Parker waited, and Jessup came out from the yellow machines, looking this way and that, the gun still in his hand as he hurried toward the Plymouth, where Manny was shrieking again without words.

And that was the difference. Parker shot him twice.

9

Manny was lunging around on his back inside the car, arching his body, slamming himself into the floor and the door handles, breaking himself to pieces. Four sugar wrappers lay on the seat.

Parker reached his arm in through the open side window, close enough to leave powder marks, and pulled the trigger. Manny fell still, his broken arms dropping onto his chest. Parker smeared his palms over the automatic and dropped it in on top of the body. The law could work out whatever theory it wanted: a car with Ohio plates, two dead bodies and one of them broken up and full of acid, both shot with the same gun and the gun in the car with one of the corpses, the other one carrying a second gun which had also been fired. They could work out whatever theory they wanted, but none of it would involve Mrs. Claire Willis at Colliver’s Pond.

Parker turned and walked away. From the knees
down, his legs felt like logs, heavy and unresponsive and aching. He limped badly as he walked back toward the main road.

About a mile up the main road, he remembered, there was a roadside snack bar, on the westbound side of the road, across from all the traffic. He would walk up to there and call Claire to come down and pick him up.

Except he didn’t have to. He limped out to the main road, trotted awkwardly across at a break in the traffic, and had walked about a quarter-mile when one of the few westbound vehicles, a farmer’s pickup truck, came to a stop beside him, and a gnarled old man with huge-knuckled hands on the steering wheel called out to him, “You want a lift?”

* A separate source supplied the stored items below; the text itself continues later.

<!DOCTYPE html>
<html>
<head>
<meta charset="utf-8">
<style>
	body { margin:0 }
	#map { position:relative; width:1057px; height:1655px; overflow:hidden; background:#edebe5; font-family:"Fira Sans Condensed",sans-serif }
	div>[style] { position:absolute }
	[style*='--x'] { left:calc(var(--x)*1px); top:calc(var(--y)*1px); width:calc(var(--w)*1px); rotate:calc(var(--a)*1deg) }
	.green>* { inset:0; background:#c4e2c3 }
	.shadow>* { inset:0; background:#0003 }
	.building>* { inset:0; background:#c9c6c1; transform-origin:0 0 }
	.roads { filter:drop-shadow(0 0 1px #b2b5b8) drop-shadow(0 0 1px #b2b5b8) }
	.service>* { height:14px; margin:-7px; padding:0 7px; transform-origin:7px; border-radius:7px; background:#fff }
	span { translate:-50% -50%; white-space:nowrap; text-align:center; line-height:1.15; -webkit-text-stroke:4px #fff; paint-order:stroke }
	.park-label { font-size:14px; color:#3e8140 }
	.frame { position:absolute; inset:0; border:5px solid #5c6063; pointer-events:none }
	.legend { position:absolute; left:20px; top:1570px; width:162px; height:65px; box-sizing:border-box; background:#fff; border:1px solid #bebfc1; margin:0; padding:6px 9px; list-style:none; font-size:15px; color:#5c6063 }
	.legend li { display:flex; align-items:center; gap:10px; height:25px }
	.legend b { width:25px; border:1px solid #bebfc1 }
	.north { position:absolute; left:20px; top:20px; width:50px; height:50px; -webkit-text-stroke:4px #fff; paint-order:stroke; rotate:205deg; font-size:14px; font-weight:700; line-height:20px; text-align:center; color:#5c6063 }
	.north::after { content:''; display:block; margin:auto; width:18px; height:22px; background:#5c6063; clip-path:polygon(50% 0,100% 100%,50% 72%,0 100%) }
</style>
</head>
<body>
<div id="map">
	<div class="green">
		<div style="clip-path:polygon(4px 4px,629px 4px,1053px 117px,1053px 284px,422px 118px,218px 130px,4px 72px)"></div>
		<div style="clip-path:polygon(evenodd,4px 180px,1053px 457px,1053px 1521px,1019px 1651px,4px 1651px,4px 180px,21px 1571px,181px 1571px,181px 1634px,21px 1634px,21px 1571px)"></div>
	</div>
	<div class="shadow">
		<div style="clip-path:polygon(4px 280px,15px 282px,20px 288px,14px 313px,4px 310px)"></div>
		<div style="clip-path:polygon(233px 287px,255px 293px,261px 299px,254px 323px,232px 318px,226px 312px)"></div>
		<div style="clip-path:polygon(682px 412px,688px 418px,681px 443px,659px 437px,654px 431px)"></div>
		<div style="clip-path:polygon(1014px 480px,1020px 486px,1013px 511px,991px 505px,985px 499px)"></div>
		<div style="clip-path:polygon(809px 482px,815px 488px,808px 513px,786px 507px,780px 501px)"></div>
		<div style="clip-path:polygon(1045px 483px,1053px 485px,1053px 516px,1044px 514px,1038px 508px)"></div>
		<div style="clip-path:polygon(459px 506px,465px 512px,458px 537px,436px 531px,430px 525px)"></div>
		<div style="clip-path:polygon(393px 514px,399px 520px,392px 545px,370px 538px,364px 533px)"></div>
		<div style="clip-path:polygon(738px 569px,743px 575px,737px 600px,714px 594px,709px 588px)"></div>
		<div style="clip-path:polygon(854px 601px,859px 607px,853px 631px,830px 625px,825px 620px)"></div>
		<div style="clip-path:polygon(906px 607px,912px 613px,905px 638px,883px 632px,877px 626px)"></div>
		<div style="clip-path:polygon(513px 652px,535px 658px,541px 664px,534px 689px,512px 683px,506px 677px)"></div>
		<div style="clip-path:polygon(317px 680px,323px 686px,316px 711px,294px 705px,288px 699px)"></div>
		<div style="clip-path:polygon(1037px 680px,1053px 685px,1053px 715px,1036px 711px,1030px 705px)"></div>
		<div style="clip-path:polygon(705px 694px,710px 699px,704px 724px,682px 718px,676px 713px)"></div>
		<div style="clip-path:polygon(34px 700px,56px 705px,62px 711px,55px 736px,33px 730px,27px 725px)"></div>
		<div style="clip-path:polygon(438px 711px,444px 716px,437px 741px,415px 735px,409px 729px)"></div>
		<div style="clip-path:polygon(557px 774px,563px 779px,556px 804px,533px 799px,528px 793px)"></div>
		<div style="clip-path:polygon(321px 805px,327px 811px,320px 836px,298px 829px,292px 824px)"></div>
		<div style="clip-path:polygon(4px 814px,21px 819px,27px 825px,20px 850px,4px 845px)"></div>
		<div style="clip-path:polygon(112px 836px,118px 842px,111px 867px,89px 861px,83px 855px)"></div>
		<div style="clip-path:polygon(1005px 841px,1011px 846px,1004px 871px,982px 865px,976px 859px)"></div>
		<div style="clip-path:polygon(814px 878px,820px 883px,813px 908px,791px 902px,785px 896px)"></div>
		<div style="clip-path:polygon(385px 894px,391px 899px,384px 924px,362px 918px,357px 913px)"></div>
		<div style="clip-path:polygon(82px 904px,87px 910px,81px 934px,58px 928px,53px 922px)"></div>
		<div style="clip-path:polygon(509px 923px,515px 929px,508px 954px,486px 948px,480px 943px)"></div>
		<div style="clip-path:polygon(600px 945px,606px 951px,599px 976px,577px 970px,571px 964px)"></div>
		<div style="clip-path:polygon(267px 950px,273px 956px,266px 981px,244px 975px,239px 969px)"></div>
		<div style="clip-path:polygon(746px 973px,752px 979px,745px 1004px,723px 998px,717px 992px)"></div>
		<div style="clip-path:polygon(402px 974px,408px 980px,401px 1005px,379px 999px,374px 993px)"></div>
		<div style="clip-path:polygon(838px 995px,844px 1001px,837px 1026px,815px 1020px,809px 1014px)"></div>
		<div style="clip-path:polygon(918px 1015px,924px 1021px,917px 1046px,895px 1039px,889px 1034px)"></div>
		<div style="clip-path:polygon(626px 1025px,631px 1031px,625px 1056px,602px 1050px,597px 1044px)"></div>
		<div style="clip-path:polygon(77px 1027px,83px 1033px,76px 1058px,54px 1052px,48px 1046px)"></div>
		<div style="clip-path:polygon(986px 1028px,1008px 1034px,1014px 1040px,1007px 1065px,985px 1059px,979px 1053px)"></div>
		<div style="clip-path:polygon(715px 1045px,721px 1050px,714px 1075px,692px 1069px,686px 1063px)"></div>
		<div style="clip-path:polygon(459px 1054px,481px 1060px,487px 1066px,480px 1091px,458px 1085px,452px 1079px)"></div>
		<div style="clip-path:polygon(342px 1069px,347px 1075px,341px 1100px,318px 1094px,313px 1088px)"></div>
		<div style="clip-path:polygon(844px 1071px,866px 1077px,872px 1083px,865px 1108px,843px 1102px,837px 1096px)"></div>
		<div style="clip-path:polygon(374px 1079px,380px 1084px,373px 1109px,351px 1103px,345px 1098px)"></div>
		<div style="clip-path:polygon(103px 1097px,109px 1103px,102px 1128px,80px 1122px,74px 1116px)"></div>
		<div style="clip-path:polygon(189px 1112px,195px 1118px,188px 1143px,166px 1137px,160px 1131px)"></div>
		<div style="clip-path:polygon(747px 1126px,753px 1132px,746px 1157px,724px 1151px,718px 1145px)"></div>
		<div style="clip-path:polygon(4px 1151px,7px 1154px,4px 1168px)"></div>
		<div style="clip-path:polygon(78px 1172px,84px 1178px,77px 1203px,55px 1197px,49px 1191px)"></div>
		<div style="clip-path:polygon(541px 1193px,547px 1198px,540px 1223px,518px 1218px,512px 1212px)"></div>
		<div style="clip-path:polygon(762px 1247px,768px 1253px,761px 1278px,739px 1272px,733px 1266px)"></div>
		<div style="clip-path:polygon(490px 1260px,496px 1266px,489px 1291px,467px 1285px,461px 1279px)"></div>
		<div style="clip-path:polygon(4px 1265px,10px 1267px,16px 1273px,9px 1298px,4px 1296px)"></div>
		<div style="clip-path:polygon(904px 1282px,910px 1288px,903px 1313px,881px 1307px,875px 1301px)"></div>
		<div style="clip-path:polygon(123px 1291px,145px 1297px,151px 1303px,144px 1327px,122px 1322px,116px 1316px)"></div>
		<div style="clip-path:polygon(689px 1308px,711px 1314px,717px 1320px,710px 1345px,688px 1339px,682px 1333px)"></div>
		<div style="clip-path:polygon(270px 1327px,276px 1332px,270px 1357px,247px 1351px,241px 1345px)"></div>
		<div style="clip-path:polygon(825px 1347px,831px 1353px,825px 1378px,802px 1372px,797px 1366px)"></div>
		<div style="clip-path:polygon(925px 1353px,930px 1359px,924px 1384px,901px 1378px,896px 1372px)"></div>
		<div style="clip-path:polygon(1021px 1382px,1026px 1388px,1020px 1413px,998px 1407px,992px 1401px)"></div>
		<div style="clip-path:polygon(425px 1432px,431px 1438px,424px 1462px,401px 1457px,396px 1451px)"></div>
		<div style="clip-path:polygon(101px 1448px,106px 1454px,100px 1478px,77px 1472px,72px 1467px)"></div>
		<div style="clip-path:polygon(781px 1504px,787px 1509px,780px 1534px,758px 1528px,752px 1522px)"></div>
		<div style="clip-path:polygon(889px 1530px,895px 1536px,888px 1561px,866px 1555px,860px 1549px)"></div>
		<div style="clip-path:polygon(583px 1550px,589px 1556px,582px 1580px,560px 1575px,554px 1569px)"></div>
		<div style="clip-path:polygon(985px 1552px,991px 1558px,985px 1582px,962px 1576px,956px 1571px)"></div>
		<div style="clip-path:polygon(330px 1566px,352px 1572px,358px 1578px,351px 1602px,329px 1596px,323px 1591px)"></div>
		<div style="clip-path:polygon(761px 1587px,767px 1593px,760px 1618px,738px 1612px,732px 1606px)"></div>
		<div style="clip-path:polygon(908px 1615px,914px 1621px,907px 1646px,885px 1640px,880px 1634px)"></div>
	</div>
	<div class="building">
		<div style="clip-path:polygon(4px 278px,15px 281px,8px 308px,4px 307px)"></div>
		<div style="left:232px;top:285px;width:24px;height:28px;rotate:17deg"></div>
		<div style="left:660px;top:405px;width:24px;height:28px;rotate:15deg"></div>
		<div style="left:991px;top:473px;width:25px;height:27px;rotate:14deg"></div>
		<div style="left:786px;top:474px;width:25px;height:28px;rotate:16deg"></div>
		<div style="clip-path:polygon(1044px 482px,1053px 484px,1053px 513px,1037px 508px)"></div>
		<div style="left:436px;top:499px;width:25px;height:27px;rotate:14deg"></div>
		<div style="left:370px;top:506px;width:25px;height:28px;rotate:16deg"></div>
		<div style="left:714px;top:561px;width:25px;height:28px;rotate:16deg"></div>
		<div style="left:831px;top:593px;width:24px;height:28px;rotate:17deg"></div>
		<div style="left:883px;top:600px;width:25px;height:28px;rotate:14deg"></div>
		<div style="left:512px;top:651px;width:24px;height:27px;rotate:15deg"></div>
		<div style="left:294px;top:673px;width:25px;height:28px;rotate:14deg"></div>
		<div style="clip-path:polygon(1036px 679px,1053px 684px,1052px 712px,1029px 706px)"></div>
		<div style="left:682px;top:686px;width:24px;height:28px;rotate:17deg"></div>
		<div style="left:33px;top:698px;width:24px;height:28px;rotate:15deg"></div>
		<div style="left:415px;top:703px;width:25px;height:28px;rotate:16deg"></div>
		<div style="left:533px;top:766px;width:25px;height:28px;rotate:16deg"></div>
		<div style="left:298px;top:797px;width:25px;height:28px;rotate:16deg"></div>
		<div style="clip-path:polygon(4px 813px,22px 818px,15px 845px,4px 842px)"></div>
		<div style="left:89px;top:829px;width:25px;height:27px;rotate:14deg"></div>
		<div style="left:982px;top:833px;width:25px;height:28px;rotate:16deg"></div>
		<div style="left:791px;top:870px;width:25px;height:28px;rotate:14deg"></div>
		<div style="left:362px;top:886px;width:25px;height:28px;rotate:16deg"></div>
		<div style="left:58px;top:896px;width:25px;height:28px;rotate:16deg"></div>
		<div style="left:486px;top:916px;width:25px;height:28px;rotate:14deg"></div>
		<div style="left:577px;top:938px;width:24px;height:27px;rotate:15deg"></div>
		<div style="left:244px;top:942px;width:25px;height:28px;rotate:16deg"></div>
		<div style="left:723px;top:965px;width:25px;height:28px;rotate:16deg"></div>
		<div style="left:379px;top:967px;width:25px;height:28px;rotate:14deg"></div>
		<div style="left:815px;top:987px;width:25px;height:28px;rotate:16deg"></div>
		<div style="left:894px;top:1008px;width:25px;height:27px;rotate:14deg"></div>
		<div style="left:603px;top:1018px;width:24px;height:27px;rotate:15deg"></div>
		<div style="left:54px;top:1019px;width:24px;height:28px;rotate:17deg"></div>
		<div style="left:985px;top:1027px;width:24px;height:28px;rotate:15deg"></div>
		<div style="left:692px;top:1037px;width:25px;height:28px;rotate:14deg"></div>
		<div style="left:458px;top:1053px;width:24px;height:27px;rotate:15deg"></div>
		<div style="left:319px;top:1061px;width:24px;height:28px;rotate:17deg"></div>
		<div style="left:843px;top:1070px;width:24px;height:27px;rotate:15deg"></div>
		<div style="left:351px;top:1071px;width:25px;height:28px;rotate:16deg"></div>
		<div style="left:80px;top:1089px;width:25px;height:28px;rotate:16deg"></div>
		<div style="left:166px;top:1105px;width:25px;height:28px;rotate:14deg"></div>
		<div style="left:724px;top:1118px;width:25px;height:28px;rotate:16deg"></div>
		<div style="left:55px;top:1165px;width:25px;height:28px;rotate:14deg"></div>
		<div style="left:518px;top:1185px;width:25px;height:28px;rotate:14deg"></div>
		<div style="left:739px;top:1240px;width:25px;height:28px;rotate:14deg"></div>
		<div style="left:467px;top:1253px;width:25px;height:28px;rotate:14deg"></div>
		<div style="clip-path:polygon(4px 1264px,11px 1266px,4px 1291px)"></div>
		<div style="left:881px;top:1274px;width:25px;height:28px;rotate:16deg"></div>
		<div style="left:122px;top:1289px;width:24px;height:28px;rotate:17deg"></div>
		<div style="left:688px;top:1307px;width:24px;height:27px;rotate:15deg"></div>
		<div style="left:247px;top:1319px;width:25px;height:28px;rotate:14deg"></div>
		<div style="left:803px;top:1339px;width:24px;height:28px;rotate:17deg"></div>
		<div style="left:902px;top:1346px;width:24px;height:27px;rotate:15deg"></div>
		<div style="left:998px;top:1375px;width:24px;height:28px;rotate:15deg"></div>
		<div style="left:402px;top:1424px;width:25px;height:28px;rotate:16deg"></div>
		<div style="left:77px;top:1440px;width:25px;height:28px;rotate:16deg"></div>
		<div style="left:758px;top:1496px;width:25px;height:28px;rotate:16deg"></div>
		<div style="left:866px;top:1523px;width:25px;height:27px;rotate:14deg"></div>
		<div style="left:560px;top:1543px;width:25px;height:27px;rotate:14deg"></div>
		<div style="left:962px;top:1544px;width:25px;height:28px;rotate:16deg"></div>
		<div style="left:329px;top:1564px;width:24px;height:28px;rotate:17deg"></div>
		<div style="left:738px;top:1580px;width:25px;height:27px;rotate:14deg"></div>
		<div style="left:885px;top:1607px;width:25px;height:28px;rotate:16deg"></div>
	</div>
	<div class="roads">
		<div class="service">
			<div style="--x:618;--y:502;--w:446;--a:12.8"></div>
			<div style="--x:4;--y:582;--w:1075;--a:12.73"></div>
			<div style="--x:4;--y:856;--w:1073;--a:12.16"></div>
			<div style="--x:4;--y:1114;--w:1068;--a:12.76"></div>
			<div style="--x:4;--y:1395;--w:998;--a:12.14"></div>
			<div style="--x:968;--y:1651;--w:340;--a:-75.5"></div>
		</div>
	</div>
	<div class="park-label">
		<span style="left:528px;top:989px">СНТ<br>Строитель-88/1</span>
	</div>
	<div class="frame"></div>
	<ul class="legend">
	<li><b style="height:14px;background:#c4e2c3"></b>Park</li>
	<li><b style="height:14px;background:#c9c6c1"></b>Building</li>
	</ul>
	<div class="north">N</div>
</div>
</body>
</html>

Parker climbed into the truck, and the farmer started off again, saying, “You don’t want to walk with legs like that.”

“No, I don’t. Thanks.”

“Shrapnel? You get it in the war?”

“No,” Parker said. “I had an accident.”

“I got a bullet in the leg myself,” the old man said. “During World War One, you know. Still bothers me in the spring.”

10

Claire was putting a log on the fire. Parker walked into the living room and she looked at him and said, “What happened to your legs?”

“I banged them up. They’ll be okay.”

She straightened from the fireplace and stood looking at him, wiping her hands together. “Is it finished?”

“They won’t be back,” he said. There were no lamps lit in the room, only the fire for illumination; it made Parker think of candlelight, and the muscles in his back tensed. He thought of switching on the lights, but he knew she’d done this for the romantic effect, and he didn’t want to spoil it for her. It was easier for him to get over things than for her.

She went over and sat on the sofa and waved to him to join her, saying, “It is a nice house, isn’t it?”

“Yes, it is.” He sat beside her and slowly stretched out his legs, and looked into the fire.